What a growth mindset actually is
A growth mindset is not about forced positivity. It's not about telling yourself everything will be fine or that failure doesn't hurt.
"In the growth mindset, failure can be a painful experience. But it doesn't define you. It's a problem to be faced, dealt with, and learned from."
That's Dweck's own framing — and it matters because the popular version of growth mindset often gets reduced to just try harder. That's not it. It's about being honest — about what's hard, about when you want to quit — and choosing to stay with the process anyway.
And the research shows it is genuinely learnable. A US national study of 12,000 students showed that even a short, self-administered growth mindset intervention can meaningfully change outcomes — particularly when the environment around them reinforced the message. (Nature, 2019)
Three questions that reveal your mindset
I come back to these often — in my own life, and in the coaching conversations I have with others.
How do you respond to failure?
Do you treat it as evidence of who you are, or information about what to do differently? Fixed mindset says the first. Growth mindset practises the second.
Who do you compare yourself to?
Fixed mindset tends toward comparison with people who confirm either superiority or inadequacy — both of which keep you from learning. Growth mindset is more interested in your own trajectory than someone else's.
How do you think about risk?
If taking a risk and getting it wrong would feel like proof of something about you — that's worth examining. The fear isn't usually about the outcome. It's about what the outcome would mean about you.
Your answers shape more than you think. And they're not fixed. That's the part people most underestimate.
Mindset is something you practise
You don't shift a fixed mindset through willpower or a weekend workshop. You shift it through repeated small choices — choosing to try the thing that scares you, choosing to ask for feedback, choosing to stay curious when you want to retreat.
And sometimes you don't shift it alone. Sometimes you need someone who can help you see possibility when you've convinced yourself there isn't any. Someone who can hold a different perspective of you until you can hold it yourself.
That's what I aim to bring — in how I lead my team, and in my coaching work.
If you're in a moment where things feel hard and you're questioning whether you're on the right path — it might not be a red flag.
It might just be growth.
References
Dweck, C.S. (2006). Mindset: The New Psychology of Success. Random House.

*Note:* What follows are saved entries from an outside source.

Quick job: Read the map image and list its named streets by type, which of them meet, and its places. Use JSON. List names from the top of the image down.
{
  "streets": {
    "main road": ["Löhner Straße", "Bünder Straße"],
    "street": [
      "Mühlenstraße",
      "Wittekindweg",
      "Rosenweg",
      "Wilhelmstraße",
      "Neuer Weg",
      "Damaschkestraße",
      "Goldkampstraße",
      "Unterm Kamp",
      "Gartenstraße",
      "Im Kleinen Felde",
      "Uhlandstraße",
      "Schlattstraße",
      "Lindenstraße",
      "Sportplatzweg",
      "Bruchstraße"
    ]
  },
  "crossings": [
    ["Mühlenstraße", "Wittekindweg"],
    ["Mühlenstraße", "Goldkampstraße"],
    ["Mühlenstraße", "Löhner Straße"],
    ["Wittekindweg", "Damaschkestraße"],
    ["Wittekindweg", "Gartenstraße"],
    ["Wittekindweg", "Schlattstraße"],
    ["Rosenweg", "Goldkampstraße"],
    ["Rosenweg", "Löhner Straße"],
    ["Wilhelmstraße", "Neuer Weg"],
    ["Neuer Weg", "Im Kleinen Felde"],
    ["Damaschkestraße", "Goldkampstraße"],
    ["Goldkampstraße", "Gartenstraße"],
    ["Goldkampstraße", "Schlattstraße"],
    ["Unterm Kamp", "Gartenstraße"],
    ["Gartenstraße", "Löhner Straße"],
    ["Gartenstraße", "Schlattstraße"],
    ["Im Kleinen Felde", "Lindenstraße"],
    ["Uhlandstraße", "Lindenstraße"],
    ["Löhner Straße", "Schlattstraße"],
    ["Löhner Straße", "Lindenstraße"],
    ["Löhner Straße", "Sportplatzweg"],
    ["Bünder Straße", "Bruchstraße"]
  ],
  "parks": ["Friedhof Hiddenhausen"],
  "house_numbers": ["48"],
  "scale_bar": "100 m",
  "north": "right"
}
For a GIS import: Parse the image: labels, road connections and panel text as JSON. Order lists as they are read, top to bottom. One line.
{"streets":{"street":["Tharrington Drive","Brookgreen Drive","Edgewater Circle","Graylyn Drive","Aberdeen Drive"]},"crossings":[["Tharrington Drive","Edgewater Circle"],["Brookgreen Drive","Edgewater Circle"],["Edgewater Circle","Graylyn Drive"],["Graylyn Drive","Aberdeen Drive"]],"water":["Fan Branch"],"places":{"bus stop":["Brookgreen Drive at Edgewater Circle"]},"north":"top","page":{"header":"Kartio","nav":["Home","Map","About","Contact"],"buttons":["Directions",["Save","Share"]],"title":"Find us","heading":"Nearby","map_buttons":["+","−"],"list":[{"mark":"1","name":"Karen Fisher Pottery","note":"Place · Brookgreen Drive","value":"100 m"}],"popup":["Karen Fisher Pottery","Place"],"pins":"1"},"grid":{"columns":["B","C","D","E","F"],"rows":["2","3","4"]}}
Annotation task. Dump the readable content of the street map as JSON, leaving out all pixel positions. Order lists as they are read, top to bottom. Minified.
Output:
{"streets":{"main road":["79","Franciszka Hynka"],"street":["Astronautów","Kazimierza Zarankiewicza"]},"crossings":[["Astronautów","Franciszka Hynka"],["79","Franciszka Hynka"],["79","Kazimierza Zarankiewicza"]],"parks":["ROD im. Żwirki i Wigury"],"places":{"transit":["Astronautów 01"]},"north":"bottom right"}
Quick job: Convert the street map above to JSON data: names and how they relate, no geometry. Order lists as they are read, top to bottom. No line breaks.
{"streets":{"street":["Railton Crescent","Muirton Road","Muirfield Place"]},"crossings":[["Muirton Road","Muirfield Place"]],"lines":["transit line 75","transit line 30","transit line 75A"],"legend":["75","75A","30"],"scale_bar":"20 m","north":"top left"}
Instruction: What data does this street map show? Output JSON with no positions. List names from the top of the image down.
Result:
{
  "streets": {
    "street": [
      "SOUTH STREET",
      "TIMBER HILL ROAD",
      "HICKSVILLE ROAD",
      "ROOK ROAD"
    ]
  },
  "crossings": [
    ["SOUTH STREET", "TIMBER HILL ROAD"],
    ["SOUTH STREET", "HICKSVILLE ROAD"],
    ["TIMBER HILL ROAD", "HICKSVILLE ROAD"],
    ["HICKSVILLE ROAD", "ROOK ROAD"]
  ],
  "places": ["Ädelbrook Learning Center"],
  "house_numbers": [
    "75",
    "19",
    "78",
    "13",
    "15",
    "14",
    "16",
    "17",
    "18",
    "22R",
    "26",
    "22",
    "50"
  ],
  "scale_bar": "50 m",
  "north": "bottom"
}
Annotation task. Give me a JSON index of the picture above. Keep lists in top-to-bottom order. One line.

Yeager, D.S., Dweck, C.S. et al. (2019). A national experiment reveals where a growth mindset improves achievement. Nature, 573, 364–369.
Noskeau, R., Santos, A. & Wang, W. (2021). Connecting the Dots Between Mindset and Impostor Phenomenon, via Fear of Failure and Goal Orientation, in Working Adults. Frontiers in Psychology.
Van Dam, N., Brassey, J. & Van Witteloostuijn, A. (2019). Fear of failure in the workplace. Nyenrode Business University / IE University.
Gallup (2024). State of the World's Emotional Health.